* [What you are asked to do] Count every line below containing "Danieldale"; state the number only.

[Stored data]
* * * * *
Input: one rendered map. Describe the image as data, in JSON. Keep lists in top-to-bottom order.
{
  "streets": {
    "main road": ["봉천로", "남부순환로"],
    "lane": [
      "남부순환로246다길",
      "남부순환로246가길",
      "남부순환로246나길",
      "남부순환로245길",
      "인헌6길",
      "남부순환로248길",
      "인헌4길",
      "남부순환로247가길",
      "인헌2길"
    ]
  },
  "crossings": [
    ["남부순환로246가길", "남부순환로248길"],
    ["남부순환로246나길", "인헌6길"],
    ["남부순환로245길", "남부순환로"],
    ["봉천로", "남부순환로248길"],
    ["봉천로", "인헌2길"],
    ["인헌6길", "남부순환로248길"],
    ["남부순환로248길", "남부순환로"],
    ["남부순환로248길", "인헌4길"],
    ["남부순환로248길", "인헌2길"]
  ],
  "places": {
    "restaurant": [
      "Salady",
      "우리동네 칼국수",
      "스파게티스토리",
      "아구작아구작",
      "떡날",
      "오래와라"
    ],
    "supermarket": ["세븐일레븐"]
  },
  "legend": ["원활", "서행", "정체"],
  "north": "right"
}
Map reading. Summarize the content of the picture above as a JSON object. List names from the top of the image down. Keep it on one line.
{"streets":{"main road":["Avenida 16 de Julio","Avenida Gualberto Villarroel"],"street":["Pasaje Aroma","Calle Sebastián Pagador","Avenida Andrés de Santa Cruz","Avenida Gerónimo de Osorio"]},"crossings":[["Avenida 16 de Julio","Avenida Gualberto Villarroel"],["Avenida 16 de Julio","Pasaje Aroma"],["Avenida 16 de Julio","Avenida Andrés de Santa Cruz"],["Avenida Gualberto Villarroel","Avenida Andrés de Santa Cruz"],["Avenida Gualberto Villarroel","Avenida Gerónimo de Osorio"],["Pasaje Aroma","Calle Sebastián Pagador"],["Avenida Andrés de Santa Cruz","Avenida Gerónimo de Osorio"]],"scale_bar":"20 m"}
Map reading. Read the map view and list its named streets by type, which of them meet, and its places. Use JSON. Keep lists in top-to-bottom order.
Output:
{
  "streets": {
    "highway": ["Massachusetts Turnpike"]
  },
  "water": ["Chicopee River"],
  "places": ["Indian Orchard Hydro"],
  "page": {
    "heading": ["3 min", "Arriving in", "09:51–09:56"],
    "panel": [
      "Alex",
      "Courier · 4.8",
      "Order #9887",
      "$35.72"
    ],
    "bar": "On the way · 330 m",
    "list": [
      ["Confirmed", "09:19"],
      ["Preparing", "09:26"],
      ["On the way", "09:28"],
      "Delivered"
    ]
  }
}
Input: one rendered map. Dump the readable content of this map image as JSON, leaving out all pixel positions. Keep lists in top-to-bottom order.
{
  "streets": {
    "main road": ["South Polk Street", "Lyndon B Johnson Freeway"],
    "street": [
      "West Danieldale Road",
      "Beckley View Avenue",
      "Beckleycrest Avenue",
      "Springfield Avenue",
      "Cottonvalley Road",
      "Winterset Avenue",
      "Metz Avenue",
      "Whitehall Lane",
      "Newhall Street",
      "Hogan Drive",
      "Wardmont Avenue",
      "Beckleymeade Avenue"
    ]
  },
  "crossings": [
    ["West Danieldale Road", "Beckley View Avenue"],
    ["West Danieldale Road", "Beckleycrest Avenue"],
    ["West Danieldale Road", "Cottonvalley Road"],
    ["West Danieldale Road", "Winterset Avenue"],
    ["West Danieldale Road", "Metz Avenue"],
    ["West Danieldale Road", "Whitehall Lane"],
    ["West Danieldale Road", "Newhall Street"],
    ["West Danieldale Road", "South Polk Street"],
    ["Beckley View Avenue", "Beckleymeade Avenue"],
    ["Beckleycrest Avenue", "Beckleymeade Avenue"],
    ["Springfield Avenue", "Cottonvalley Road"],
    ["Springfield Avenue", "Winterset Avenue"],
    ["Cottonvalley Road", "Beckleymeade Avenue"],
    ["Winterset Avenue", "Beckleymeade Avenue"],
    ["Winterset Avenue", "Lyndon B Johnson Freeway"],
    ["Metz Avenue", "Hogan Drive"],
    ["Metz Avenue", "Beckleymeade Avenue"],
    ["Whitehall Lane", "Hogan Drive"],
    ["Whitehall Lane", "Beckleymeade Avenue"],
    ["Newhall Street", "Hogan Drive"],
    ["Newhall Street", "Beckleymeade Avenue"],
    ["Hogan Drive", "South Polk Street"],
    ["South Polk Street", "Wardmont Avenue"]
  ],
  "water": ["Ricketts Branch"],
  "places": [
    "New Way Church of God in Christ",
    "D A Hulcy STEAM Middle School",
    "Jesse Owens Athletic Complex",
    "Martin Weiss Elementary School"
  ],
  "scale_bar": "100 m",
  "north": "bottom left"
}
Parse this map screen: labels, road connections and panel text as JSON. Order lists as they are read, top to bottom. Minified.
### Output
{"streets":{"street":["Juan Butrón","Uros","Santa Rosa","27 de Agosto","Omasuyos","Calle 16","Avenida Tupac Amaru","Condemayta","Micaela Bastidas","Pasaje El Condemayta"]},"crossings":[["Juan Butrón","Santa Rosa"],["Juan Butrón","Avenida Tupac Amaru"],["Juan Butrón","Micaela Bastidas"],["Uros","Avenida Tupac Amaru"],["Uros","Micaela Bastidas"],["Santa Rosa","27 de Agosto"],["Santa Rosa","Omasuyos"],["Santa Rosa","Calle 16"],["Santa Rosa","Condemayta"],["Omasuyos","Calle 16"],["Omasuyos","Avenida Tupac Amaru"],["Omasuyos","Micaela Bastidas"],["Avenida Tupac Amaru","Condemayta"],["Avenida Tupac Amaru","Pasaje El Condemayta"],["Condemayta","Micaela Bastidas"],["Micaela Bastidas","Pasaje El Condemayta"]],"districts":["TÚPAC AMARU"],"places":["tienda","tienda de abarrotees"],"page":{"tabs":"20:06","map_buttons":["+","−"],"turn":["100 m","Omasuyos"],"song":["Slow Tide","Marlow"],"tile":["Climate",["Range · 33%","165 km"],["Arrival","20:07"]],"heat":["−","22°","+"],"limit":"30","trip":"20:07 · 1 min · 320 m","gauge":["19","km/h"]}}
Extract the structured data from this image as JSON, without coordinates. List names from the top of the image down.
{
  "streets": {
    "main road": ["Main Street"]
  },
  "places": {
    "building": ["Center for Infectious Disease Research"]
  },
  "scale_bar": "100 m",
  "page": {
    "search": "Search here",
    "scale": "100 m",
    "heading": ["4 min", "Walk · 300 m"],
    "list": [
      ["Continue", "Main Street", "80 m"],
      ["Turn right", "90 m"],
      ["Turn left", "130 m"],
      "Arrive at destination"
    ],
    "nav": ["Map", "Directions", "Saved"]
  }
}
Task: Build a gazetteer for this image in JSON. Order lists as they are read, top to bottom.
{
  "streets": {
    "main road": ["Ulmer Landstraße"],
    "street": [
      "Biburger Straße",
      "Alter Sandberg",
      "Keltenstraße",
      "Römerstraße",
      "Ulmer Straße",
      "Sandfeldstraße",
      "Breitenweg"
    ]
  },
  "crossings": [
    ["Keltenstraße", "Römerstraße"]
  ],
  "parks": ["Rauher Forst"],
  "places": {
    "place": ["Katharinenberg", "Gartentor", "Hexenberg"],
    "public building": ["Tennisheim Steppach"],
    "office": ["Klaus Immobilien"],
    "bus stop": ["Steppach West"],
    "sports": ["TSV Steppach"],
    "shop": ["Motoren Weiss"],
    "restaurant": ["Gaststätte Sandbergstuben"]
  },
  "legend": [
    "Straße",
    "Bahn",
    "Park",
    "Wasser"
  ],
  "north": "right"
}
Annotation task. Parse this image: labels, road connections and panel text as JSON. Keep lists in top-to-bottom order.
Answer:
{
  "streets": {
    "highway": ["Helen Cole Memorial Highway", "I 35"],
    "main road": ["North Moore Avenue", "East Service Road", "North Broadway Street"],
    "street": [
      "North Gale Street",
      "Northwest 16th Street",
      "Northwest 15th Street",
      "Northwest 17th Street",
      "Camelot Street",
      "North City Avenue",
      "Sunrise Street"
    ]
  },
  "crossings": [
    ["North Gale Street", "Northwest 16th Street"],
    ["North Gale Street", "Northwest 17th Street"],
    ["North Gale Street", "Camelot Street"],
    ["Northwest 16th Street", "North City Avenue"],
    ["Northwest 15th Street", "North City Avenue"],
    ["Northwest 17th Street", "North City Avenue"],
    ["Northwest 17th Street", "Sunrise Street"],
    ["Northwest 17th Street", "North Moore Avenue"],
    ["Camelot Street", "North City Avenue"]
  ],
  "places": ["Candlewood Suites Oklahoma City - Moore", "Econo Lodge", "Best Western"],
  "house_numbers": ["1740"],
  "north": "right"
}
* * * * *
* [Task response] 9